The beauty of living in LA/Southern California is that you're never farther than 20 minutes from a decent sushi restaurant. Gen, R23, Zo, Toshi, Urasawa, Nozawa, SugarFish, Mori, Kiyokawa, Kawa, Kiriko, Famima, Ralphs, Gelsons, the list NEVER ends. There is just no shortage of sushi in this city. It's a good thing for us sushi lovers as there are options galore when you have sushi on the brain.
While I don't find myself in the South Bay often, I was impressed enough with Nozomi Sushi that I would definitely take another drive down to experience the omakase there.
Not to mention, Chef Yasu is one funny guy, so make sure you try to get a seat with him when you are at Nozomi.
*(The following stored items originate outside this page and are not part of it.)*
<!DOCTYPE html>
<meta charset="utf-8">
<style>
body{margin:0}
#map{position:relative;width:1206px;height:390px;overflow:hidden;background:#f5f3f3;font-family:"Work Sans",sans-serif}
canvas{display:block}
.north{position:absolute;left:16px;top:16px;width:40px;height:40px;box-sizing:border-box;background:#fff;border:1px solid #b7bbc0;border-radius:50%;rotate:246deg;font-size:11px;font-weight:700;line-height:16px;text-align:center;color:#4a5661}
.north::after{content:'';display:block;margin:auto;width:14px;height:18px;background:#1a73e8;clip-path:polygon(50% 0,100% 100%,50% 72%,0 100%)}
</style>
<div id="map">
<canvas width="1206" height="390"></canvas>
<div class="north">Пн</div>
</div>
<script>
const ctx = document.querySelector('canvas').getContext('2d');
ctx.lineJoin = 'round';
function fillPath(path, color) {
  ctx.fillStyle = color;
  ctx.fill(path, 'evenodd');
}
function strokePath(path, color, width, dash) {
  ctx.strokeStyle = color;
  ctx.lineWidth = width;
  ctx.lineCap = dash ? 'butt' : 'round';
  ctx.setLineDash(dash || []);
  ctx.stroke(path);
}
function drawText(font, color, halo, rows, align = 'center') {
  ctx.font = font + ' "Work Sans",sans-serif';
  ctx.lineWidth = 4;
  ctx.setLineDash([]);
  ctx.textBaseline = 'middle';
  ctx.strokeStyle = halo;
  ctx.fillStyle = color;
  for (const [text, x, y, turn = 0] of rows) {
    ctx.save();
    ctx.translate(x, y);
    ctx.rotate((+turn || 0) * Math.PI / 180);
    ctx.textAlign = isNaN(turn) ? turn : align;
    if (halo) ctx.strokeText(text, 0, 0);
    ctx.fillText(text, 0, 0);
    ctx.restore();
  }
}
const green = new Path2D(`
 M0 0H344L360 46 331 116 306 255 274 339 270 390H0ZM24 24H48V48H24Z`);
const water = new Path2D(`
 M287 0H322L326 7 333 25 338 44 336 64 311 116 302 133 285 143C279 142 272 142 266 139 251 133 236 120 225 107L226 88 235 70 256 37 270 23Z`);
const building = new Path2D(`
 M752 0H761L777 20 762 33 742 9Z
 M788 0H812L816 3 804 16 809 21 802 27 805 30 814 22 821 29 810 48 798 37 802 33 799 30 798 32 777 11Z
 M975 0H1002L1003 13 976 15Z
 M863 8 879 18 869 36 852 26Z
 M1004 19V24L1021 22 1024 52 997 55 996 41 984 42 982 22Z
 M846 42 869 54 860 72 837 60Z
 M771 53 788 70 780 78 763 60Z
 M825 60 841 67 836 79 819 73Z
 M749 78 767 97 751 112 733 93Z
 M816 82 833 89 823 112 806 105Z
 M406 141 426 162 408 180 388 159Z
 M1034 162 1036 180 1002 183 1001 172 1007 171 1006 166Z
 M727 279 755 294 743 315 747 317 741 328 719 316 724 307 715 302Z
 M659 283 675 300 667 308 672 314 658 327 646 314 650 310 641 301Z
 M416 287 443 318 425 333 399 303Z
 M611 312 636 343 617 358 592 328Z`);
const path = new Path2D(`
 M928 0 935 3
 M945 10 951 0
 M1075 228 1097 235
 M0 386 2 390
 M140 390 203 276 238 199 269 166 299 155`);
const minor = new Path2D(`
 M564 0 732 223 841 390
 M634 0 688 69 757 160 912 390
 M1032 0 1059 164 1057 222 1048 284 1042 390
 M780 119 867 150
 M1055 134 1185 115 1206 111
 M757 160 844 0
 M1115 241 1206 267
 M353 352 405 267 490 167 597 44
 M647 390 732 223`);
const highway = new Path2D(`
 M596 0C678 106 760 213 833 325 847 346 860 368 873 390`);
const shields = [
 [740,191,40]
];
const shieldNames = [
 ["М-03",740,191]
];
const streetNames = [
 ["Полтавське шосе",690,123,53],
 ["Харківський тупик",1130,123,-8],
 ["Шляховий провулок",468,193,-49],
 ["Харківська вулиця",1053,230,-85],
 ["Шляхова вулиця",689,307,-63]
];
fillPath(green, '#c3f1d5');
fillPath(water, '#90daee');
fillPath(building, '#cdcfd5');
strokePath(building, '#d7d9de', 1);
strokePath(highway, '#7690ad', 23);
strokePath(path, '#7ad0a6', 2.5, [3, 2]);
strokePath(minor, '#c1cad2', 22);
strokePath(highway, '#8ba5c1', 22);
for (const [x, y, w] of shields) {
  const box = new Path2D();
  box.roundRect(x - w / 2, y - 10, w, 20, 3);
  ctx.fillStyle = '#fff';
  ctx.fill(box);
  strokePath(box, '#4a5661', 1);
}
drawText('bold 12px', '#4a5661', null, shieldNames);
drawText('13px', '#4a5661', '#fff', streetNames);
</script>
But enough of the chatter, really what you want to see is the food, and without further ado, a journey through Nozomi Sushi's omakase.
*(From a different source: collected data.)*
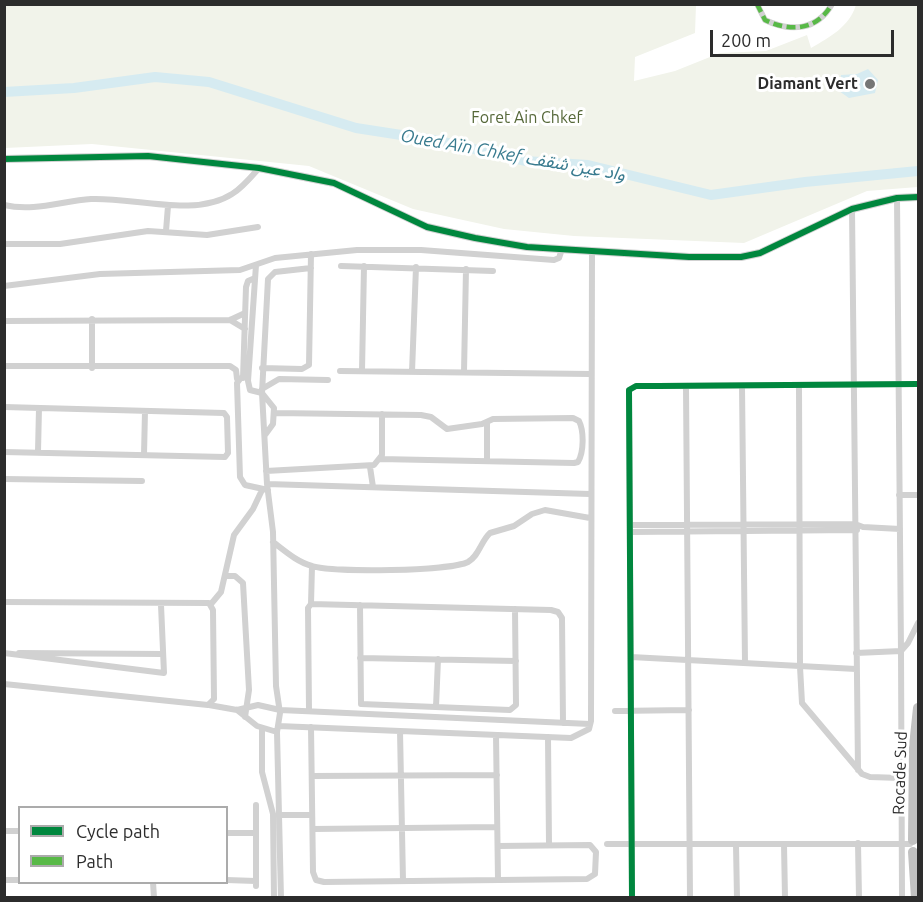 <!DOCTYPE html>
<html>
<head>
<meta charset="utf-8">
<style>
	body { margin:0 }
	#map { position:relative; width:923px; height:902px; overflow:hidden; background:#fff; font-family:Ubuntu,sans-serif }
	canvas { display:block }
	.frame { position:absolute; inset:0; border:6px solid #2c2c2c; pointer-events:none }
	.legend { position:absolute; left:18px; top:806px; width:210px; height:78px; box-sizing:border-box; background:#fff; border:2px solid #ababab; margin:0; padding:8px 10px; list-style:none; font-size:18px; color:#2c2c2c }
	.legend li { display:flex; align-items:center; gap:12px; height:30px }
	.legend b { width:30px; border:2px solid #ababab }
	.scale { position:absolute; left:710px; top:30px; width:184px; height:27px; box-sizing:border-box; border:3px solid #2c2c2c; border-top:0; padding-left:8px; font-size:18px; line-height:21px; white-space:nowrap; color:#2c2c2c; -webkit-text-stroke:4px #fff; paint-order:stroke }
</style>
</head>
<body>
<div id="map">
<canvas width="923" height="902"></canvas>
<div class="frame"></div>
<ul class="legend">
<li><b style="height:8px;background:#00873e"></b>Cycle path</li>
<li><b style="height:8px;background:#58b947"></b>Path</li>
</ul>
<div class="scale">200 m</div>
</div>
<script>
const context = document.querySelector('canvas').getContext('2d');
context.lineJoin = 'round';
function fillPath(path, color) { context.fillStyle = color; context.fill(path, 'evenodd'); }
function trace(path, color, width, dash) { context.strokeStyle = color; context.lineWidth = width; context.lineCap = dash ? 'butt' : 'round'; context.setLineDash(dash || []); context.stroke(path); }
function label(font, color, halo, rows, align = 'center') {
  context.font = font + ' Ubuntu,"Noto Sans Arabic",sans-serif'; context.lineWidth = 6; context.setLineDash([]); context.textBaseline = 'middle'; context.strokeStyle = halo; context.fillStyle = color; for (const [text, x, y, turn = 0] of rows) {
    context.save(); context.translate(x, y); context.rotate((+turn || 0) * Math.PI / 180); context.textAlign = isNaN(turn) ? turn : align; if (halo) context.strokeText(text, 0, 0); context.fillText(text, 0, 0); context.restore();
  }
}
fillPath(new Path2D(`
	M5,5H696L695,33L635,57L634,81L675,71L720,53L766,51L807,35L811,48C830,37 849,27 856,5H918V187L867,191L744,243L574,236L504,229L413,209L309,166L92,144L5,148Z`), '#f1f3ea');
fillPath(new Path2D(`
	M868,69L878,80L875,93L849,98L839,91L841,75L857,74Z`), '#d6ebf1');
trace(new Path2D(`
	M4,92L74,88L155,77L209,82L356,128L440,141L525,161L588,165L711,195L805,182L918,171`), '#d6ebf1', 10);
trace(new Path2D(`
	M757,4L765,20C790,32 817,31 832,4
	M4,205C34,212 62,201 91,199C133,197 195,218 232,194C242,188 251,177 259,168
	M852,209L858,770
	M166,231L168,206
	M4,244H60L148,231L207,235L258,227
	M256,265L248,381L250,390L262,393L274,408L273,424L265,435
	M341,266L493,271
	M4,286L100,274L240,270L275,258L357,250H421L554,260L559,258L562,249
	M230,320L245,329
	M4,321L230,320L245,313
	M4,366H230L236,370L237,379
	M92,368V319
	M262,368L302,369L309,365L311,254
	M340,371L590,374
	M362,371L364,266
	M412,372L416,267
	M464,372L466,269
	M243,378L246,287L248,281L255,278
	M240,379L237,383L240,477L245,485L268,490
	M742,386L745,663
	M799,386L800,667L802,703L862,774L870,777L901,778
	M686,387L690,898
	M262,389L279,379L328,380
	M4,407L224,413L227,417L228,453L225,457L4,452
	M275,413L421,415L431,417L447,429L482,424L493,419L573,418L579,421C584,431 584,452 578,462L574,463L380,459
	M38,452L39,408
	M144,455L145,411
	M487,461V422
	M370,467L373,487
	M266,471L374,465L382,455V414
	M4,479L142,481
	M267,484L590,494
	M899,495H918
	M630,525L855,524L863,527L900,529
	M630,532L857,530
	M273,542C285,551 297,562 312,566C333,573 450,571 468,562C479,556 481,541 490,533L514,526L532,514L545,510L590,518
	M225,576H235L243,583L249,690L245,717
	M4,602L209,603L213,610L214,699L208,705L4,684
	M211,604L221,592L234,535L253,509L262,490
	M311,604L312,566
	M360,605L361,704L510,710L516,705L515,609
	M4,653L164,673L161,605
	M19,653L162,654
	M856,653L901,651L897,198
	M631,657L856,669
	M360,658L516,661
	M209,705L237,710L258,705L280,710L590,724
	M436,707L438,659
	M237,710L257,726L277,732
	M309,710L308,608L311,604L551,610L558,612L562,618L563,723
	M615,711L689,710
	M278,726L571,738L589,729L591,721L592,251
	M311,727L313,872L316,880L324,882L587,879L595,874L596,852L590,845L498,846
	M262,728V772L273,814L274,898
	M400,731L403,881
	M496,735L498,880
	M548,737L549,845
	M312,776L497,775
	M256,805V886
	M280,815H312
	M313,829L497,827
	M4,831H20
	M226,833H256
	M858,843L859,898
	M607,844H910
	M784,844L785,898
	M736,845L737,898
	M4,880H20
	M226,880L256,881
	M153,882L154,898
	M281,898L277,732L280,713L276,686L273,532L267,484L262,393L268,279L275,272L311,268
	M632,898L629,390L636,386H658L918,384
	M902,898L901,651L908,643L918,623`), '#d1d1d1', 6);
trace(new Path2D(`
	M4,159L148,156L259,168L334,183L427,227L475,238L527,247L689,257H741L760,253L852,209L897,198L918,197`), '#d1d1d1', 8);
trace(new Path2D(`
	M913,840L914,746L918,708
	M913,852L916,898`), '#c1c1c1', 10);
trace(new Path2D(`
	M757,4L765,20C790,32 817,31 832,4`), '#58b947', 4.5, [9, 4.5]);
trace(new Path2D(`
	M4,159L148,156L259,168L334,183L427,227L475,238L527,247L689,257H741L760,253L852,209L897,198L918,197
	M632,898L629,390L636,386H658L918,384`), '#00873e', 6);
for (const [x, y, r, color] of [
	[870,84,6,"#767676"]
]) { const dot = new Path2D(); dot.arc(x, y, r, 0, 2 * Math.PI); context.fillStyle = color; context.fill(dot); trace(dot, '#fff', 2); }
label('bold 16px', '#2c2c2c', '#fff', [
	["Diamant Vert",858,84]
], 'right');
label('16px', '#566839', '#fff', [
	["Foret Ain Chkef",527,118]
]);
label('16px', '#2c2c2c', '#fff', [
	["Rocade Sud",900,773,-88]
]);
label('italic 18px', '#397b8f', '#fff', [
	["Oued Aïn Chkef واد عين شقف",513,155,10]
]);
</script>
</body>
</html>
Dinner was kicked off with a cracker topped with uni, marinated squid and cream cheese. At first, I thought, cream cheese?!?! But yes, it was a rich and savory way to start off the evening.
The standard sunomono to cleanse the palate and soul for the onslaught that was about to begin.
The alfonsino is an ugly fish (based on what I saw on wiki). It's better known as red bream or Tasmanian snapper. It was a tasty fish and something I've never had before. The grated yuzu on top was the perfect complement.
The black sea breem was topped with a very interesting ponzu jelly that Chef Yasu carefully cut and formed. The level of intricacy and detail to each dish was amazing.
This red snapper was topped with a sesame soy sauce.
The hiramasa was brushed with soy sauce.
We take this quick commercial break to introduce you to Sapporo. Sapporo, it's Japanese for sharing...and getting your ass drunk since 1876.
Sorry about that, let's get back to the omakase.
We took a short break from the sushi extravaganza and the kitchen brought out these tasty plates of calamari. I can't remember what the green stuff was, but it provided a nice tart flavor to the calamari. I'm a sucker for anything tart and vinegary.
It's always exciting when the chef breaks out the torch. You know something is about to get seared/burned/fried.
I never had barracuda before. I kicked this barracuda's butt. Does a barracuda even have a butt? The barracuda was topped with yamaimo, which is a Japanese mountain yam. Supposedly it's an aphrodisiac. I requested a second serving.
We had a healthy debate about this shrimp since we misunderstood the chef and thought the shrimp came from the Dead Sea instead of the Red Sea. See what happens when you let Sapporo sponsor your dinner? (Note: Sapporo didn't sponsor jack ish...)
The orange clam was really good and didn't have the texture that you expect to get from a clam.
With all the unique cuts of fish we were experiencing, could I dare say that this was kind of...boring? The white thin kelp was a nice addition and reminded me of Shibuya's toro in Calabasas, CA.
Hamachi. Yum. No other words necessary.
This tuna was marinated in soy sauce which added a layer of flavor to it. Very interesting.
Toro. Sushi for the Gods. Need I say more? Melt in your mouth good.
What's under the hood?
Eggy goodness. A nice break from the sushi.
The Santa Barbara uni was rich and flavorful.
Rich and flavorful in a different way, I ate cod milt. I'll give you 30 seconds to google cod milt. Yes I ate it. Tasted kind of like monkfish liver.
The ikura had a ton of flavor. Dos Huevos senor!
Our last course was the anago with lemon zest. Topped with a little teriyaki sauce, this was a nice warm treat to end the meal.
Don't piss off the chef or he might just shank ya.
Nozomi stood out it with its eclectic selection of fish, attention to detail and delicate handiwork. It was an an excellent time, and I can't wait to go back.